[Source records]
=======
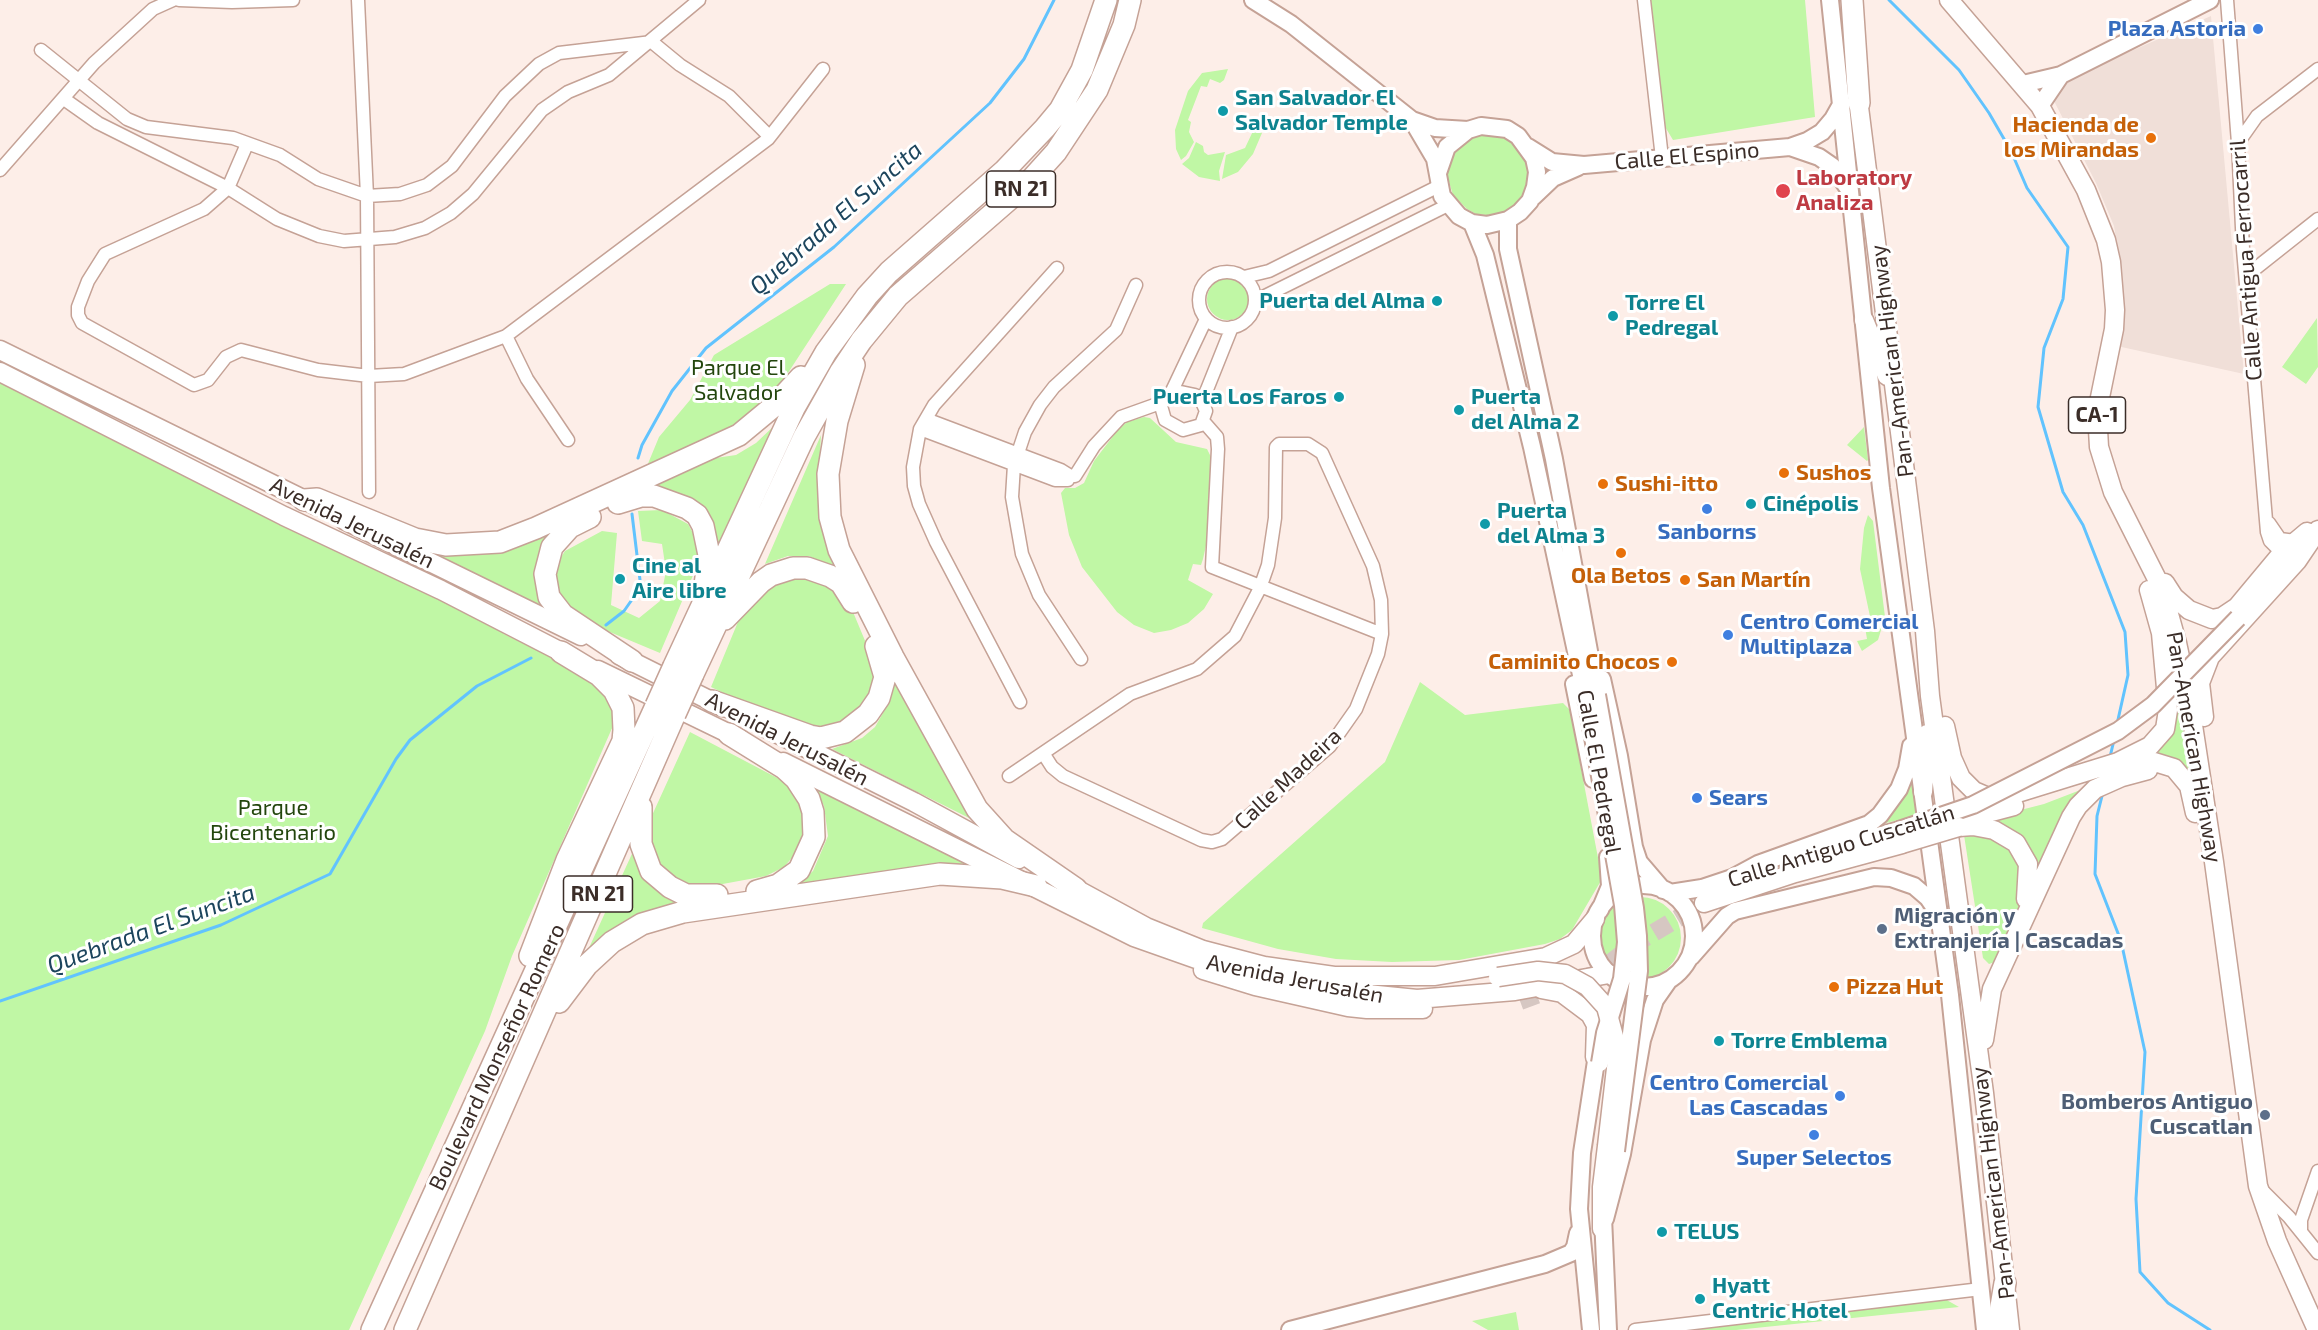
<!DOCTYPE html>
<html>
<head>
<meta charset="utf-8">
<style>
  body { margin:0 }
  canvas { display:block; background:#fdeee8 }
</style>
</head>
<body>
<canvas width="2318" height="1330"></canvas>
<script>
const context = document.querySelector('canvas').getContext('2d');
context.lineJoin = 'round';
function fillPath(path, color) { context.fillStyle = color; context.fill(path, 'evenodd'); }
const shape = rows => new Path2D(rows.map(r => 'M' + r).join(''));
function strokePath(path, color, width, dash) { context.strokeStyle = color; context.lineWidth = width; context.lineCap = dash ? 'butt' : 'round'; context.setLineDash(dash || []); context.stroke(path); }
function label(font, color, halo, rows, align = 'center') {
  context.font = font + ' "Exo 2",sans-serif'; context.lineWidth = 6; context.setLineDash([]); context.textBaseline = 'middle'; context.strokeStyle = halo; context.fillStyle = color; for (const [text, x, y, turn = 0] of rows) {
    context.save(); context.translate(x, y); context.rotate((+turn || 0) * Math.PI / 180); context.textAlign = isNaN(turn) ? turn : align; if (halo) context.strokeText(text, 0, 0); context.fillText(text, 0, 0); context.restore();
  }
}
fillPath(shape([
  [2211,16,2244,374,2117,346,2121,269,2114,226,2096,183,2053,99,2072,77]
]), '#f0dfd8');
fillPath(shape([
  [1651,0,1805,0,1815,117,1673,140,1661,120],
  [1228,69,1224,80,1220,83,1210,79,1207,87,1201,86,1188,120,1191,122,1189,132,1194,142,1186,156,1181,160,1176,149,1175,130,1188,91,1202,73],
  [1254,129,1262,133,1253,154,1238,172,1222,179,1226,155,1245,148],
  [1488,131,1518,141,1532,172,1522,201,1506,213,1496,216,1476,214,1467,209,1453,195,1447,175,1454,151,1464,139],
  [1196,142,1203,146,1204,152,1208,155,1225,152,1219,171,1220,181,1199,177,1182,164,1189,158],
  '1207 299a21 21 0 1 1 42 0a21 21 0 1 1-42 0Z',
  [830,284,846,284,784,379,753,415,712,439,647,466,659,437,690,400,714,355],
  [2317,318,2318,367,2306,384,2282,367],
  [0,382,496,627,504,634,584,673,604,689,615,716,613,726,512,956,485,1031,349,1330,0,1330],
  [1144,417,1150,418,1176,442,1207,449,1212,459,1209,532,1203,559,1201,565,1193,564,1188,580,1213,594,1204,609,1188,623,1171,630,1154,633,1134,625,1117,612,1082,567,1069,535,1061,493,1065,488,1075,488,1084,483,1094,461,1117,431,1127,422],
  [776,424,718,549,686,498,648,483,702,460,736,455,756,443],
  [1864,427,1868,460,1867,461,1847,445],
  [821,435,818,492,823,523,842,572,809,556,788,556,765,564],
  [662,510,688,524,695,537,698,551,694,573,660,653,581,620,560,600,555,585,556,565,565,551,602,531,617,533,611,605,639,618,660,601,666,571,662,544,642,541,638,511],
  [1868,515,1873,521,1885,617,1878,640,1862,651,1857,641,1867,639,1865,627,1872,626,1860,569,1864,528],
  [557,526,546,537,540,554,546,610,426,550],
  [815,575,848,600,876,667,867,701,852,716,829,730,809,729,757,709,711,687,740,617,772,581],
  [2176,659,2189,769,2187,770,2150,750],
  [892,666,979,823,832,749,862,738,875,727,887,706],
  [1420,682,1465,715,1563,703,1570,710,1602,879,1572,930,1560,939,1545,944,1459,960,1392,962,1336,959,1278,949,1202,928,1203,923,1385,762],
  [690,732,785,782,796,793,804,811,805,826,796,853,784,867,766,876,701,888,679,884,657,865,651,847,649,822],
  [1915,776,1920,815,1877,825,1896,804],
  [814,786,867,814,980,867,795,887,813,871,828,836,824,806],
  [2083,789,2037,881,2030,862,1974,822,2044,804],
  [1986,832,2023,859,2020,904,1995,962,1989,964,1983,958,1964,835],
  [636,845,696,903,583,961],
  '1599 938a41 41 0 1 1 82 0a41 41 0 1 1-82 0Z',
  [1945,1299,1959,1307,1736,1330,1664,1330],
  [1516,1312,1519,1330,1488,1330,1472,1321]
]), '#c0f7a5');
strokePath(shape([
  [1889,0,1959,70,1989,113,2011,151,2027,188,2068,247,2063,299,2044,348,2038,407,2063,492,2083,525,2125,632,2128,675,2117,724],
  [638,458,642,445,672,391,706,348,834,247,990,103,1024,59,1054,0],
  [606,625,624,611,638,591,640,580,632,514],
  [2110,757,2114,740],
  [2103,792,2097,816,2095,874,2121,941,2145,1052,2136,1199,2140,1272,2168,1303,2210,1330],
  [0,1001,221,925,330,874,396,759,410,740,477,686,531,658]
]), '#61c3fe', 3);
strokePath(shape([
  [1587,977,1596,974,1636,943,1704,903],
  [1520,1001,1558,987]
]), '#d6c7c2', 18, [18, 9]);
const street = shape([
  [179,0,232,2,293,0],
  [358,0,367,196,369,492],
  [1644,0,1662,158],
  [2227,0,2238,143,2243,249,2267,532,2270,541,2286,557],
  [41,50,127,119,146,127,233,138,280,155,318,179,367,196,400,194,427,185,452,166,505,96,539,64,559,53,652,42,680,65,729,96,769,136],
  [64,99,98,123,228,188,277,219,319,236,344,241,395,237,425,228,451,213,473,194,542,110,568,92,609,75,699,0],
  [2238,143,2257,116,2318,69],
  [247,144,228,188,204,209,105,254,88,281,78,307,78,315,82,323,194,385,208,380,226,357,241,350,318,370,369,376,404,374,506,336,768,139,823,69],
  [0,170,94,63,153,9,173,0],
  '1199 300a28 28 0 1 1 56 0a28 28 0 1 1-56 0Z',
  [2246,276,2318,219],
  [1244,277,1269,271,1439,186],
  [1255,301,1448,205],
  [506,336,527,379,568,440],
  [1176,391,1195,395,1202,402,1206,411,1201,425,1183,430,1165,420,1161,406,1164,398,1176,391],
  [1171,393,1206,319],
  [1202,402,1232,327],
  [926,419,1061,470,1069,475],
  [1203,421,1217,437,1218,449,1212,567,1382,634],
  [920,429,1055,480,1068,480],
  [1279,444,1308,444,1322,453,1373,566,1381,600,1382,634,1378,654,1356,709,1330,746,1222,839,1212,842,1201,840,1063,776,1052,767,1043,753,1130,694,1197,669,1235,636,1260,588,1268,565,1275,518,1276,447,1279,444],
  [1075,476,1094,446,1121,417,1163,402],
  [2269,523,2280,539,2295,541],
  [1081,659,1039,595,1022,554,1012,497,1014,465,1025,432,1040,405,1054,387,1116,330,1136,285],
  [1020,702,936,542,919,504,914,486,913,467,920,429,934,405,1057,268],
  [1009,776,1043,753],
  [2261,1189,2289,1217,2318,1253],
  [2301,1231,2301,1220,2318,1171],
  [1635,1330,1981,1289]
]);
const secondary = shape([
  [1253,0,1291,24,1412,120,1435,159,1442,196,1459,216,1472,223,1487,225,1508,220,1520,212,1530,201,1535,187,1537,172,1534,158,1518,136,1507,129,1481,126,1468,130,1447,147,1438,173],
  [1830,0,1881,488,1950,995,1985,1330],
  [2023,84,2061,75,2210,0],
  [2040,106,2061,75],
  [1412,120,1435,128,1468,130],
  [1528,147,1552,162,1584,165,1790,147,1807,141,1822,132,1833,119,1842,103],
  [1790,147,1819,157,1832,166,1848,188],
  [1533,197,1553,178,1578,167],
  [1508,220,1508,249,1554,459,1597,695],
  [1472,223,1485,255,1532,447,1586,698],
  [1602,679,1619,756,1634,847,1639,862,1663,890],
  [1574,684,1593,779],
  [1812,856,1899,830],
  [1734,877,1758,864,1869,824,1880,815,1899,789,1907,769,1911,746],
  '1592 936a51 51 0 1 1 102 0a51 51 0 1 1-102 0Z',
  [1670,893,1702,888,1744,874],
  [1600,910,1610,886,1608,857],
  [1691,957,1727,916,1735,911,1874,877,1891,878,1914,886,1928,898,1939,914],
  [1603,1217,1608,1330],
  [1605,1219,1622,1154,1642,1040,1655,1000,1669,980],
  [1290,1330,1545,1264,1571,1253,1575,1247,1578,1233],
  [1591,1330,1579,1209,1582,1153,1598,1048]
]);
const primary = shape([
  [1949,0,2040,106,2086,190,2106,240,2111,262,2115,310,2114,329,2097,412,2099,447,2113,492,2162,589,2177,643,2189,699,2214,862,2258,1186,2277,1241,2317,1330],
  [1857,91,1925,631,1930,696,1984,1093,2010,1330],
  [1864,320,1887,376],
  [0,350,317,506],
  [0,372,284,516,441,590,573,658],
  [344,520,581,636],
  [2165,583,2174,597,2189,610,2212,619,2222,617,2237,607,2282,553,2307,532],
  [619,655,723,707],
  [598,670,740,739],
  [2204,717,2200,683,2210,657,2297,561,2318,530],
  [1945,726,1952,758,1961,778,1974,791,1995,800,2118,762,2150,746,2165,729,2168,710,2161,633,2149,590],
  [764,727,914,802,1019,859],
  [783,762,1134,937,1219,967],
  [2129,763,2148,760,2174,768,2189,786,2195,813],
  [1923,792,1927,734],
  [1957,821,2014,806],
  [1959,827,1973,826,1994,830,2016,843,2028,864,2026,899],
  [1065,883,1146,927,1203,950,1264,966,1334,976,1435,976,1546,957,1574,944,1595,919],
  [1704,903,1795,873,1902,844],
  [1203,970,1255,986,1348,1007,1367,1009,1423,1009],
  [1281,981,1347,992,1417,999,1515,991,1609,974],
  [1541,989,1562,993,1590,1014,1596,1025,1595,1057],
  [1984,1040,1992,989,2071,817,2078,806,2095,789,2122,777,2148,770],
  [1602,1229,1602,1187,1607,1146]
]);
const highway = shape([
  [1852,0,1859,103],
  [854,365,837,421,828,474,830,517,839,550,893,657,977,809,1005,840,1076,889],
  [304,500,317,499,415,539,446,545,500,542,536,528,739,435,774,406,801,377],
  [618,503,641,496,654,496,687,508,697,515,703,526,709,555,705,585],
  [590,517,570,527,552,547,545,574,549,597,563,615,632,661],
  [725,619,761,582,771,575,793,568,807,568,830,576,841,583,853,602],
  [674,666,794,408,826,352,867,296,889,272,1004,171,1045,128,1060,110,1082,70,1106,0],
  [693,674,804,437,841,371,861,341,898,296,1028,183,1056,152,1097,90,1124,25,1130,0],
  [712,701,810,736,821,738,845,732,868,714,879,698,885,677,876,646],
  [729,734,784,768,796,779,809,799,813,812,814,837,799,870,778,885,757,891],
  [641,807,641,844,651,871,670,887,686,895,717,895],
  [530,956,567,860,623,741,624,730,623,708,614,690,599,675,561,652],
  [559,1002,587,965,612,942,642,924,683,912,940,874,1002,878,1036,886],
  [372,1330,656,706],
  [405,1330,675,714],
  [1997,1330,2005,1283]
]);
strokePath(street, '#c5a296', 15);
strokePath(secondary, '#c5a296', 20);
strokePath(primary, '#c5a296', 21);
strokePath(highway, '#c5a296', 24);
strokePath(street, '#fff', 12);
strokePath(secondary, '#fff', 16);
strokePath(primary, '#fff', 18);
strokePath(highway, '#fff', 21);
const secondaryBridge = shape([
  [1597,695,1635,908,1638,936,1639,971,1616,1151],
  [1586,698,1623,905,1626,942,1622,979,1605,1033,1600,1063],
  [1899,830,1973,805,2118,731,2153,705,2238,618]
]);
const primaryBridge = shape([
  [1902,844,1959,827],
  [1498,977,1538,971,1565,974,1587,986,1606,1007,1618,1051,1607,1146]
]);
const highwayBridge = shape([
  [656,706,674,666],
  [675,714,693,674]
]);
strokePath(secondaryBridge, '#c5a296', 20, []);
strokePath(primaryBridge, '#c5a296', 21, []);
strokePath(highwayBridge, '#c5a296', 24, []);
strokePath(secondaryBridge, '#fff', 16);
strokePath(primaryBridge, '#fff', 18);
strokePath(highwayBridge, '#fff', 21);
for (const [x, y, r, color] of [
  [2258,29,6,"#3f7fe0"],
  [1223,111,6,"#0f9aa8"],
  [2151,138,6,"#e8710a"],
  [1783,191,8,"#e0444e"],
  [1437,301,6,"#0f9aa8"],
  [1613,316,6,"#0f9aa8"],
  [1339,397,6,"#0f9aa8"],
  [1459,410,6,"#0f9aa8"],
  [1784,473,6,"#e8710a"],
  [1603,484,6,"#e8710a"],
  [1751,504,6,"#0f9aa8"],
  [1707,509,6,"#3f7fe0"],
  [1485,524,6,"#0f9aa8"],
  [1621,553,6,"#e8710a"],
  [620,579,6,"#0f9aa8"],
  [1685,580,6,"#e8710a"],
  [1728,635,6,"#3f7fe0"],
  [1672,662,6,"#e8710a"],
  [1697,798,6,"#3f7fe0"],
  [1882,929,6,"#5c6f8a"],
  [1834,987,6,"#e8710a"],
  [1719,1041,6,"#0f9aa8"],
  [1840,1096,6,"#3f7fe0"],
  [2265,1115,6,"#5c6f8a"],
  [1814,1135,6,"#3f7fe0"],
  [1662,1232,6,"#0f9aa8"],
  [1700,1299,6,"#0f9aa8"]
]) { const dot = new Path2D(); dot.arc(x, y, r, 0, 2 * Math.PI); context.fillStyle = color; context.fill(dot); strokePath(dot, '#fff', 2); }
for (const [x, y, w] of [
  [1021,189,69],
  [2097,415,57],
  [598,894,69]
]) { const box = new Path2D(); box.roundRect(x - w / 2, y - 18, w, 36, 4.5); context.fillStyle = '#fff'; context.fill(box); strokePath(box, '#3b2d28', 1.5); }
label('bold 21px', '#3b2d28', null, [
  ["RN 21",1021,189],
  ["CA-1",2097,415],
  ["RN 21",598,894]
]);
label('bold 22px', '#366cbe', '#fff', [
  ["Plaza Astoria",2246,29],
  ["Sanborns",1707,532,"center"],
  ["Centro Comercial",1740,622,"left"],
  ["Multiplaza",1740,647,"left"],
  ["Sears",1709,798,"left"],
  ["Centro Comercial",1828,1083],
  ["Las Cascadas",1828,1108],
  ["Super Selectos",1814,1158,"center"]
], 'right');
label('bold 22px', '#0d838f', '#fff', [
  ["San Salvador El",1235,98],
  ["Salvador Temple",1235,123],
  ["Puerta del Alma",1425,301,"right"],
  ["Torre El",1625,303],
  ["Pedregal",1625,328],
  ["Puerta Los Faros",1327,397,"right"],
  ["Puerta",1471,397],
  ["del Alma 2",1471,422],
  ["Cinépolis",1763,504],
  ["Puerta",1497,511],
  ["del Alma 3",1497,536],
  ["Cine al",632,566],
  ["Aire libre",632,591],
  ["Torre Emblema",1731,1041],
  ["TELUS",1674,1232],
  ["Hyatt",1712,1286],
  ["Centric Hotel",1712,1311]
], 'left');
label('bold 22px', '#c56008', '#fff', [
  ["Hacienda de",2139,125,"right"],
  ["los Mirandas",2139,150,"right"],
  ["Sushos",1796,473],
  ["Sushi-itto",1615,484],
  ["Ola Betos",1621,576,"center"],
  ["San Martín",1697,580],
  ["Caminito Chocos",1660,662,"right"],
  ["Pizza Hut",1846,987]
], 'left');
label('22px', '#3b2d28', '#fff', [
  ["Calle El Espino",1687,156,-5],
  ["Calle Antigua Ferrocarril",2246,260,-94],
  ["Pan-American Highway",1892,361,-97],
  ["Avenida Jerusalén",352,523,26],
  ["Avenida Jerusalén",787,739,27],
  ["Pan-American Highway",2194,747,80],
  ["Calle El Pedregal",1599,772,80],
  ["Calle Madeira",1288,779,-43],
  ["Calle Antiguo Cuscatlán",1841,846,-17],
  ["Avenida Jerusalén",1295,979,11],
  ["Boulevard Monseñor Romero",497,1057,-65],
  ["Pan-American Highway",1993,1183,-97]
]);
label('bold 22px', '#be3a42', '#fff', [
  ["Laboratory",1796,178],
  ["Analiza",1796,203]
], 'left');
label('22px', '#23460d', '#fff', [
  ["Parque El",738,368],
  ["Salvador",738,393],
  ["Parque",273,808],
  ["Bicentenario",273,833]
]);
label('bold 22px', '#4e5e75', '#fff', [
  ["Migración y",1894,916],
  ["Extranjería | Cascadas",1894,941],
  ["Bomberos Antiguo",2253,1102,"right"],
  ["Cuscatlan",2253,1127,"right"]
], 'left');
label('italic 24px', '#1c455d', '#fff', [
  ["Quebrada El Suncita",836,218,-41],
  ["Quebrada El Suncita",151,929,-20]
]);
</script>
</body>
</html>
=======
Please repeat exactly the data above from its first line to the line that contains "context.lineJoin = 'round';", inclusive, and leave every picture out.

> _ANSWER SPACE_:
<!DOCTYPE html>
<html>
<head>
<meta charset="utf-8">
<style>
  body { margin:0 }
  canvas { display:block; background:#fdeee8 }
</style>
</head>
<body>
<canvas width="2318" height="1330"></canvas>
<script>
const context = document.querySelector('canvas').getContext('2d');
context.lineJoin = 'round';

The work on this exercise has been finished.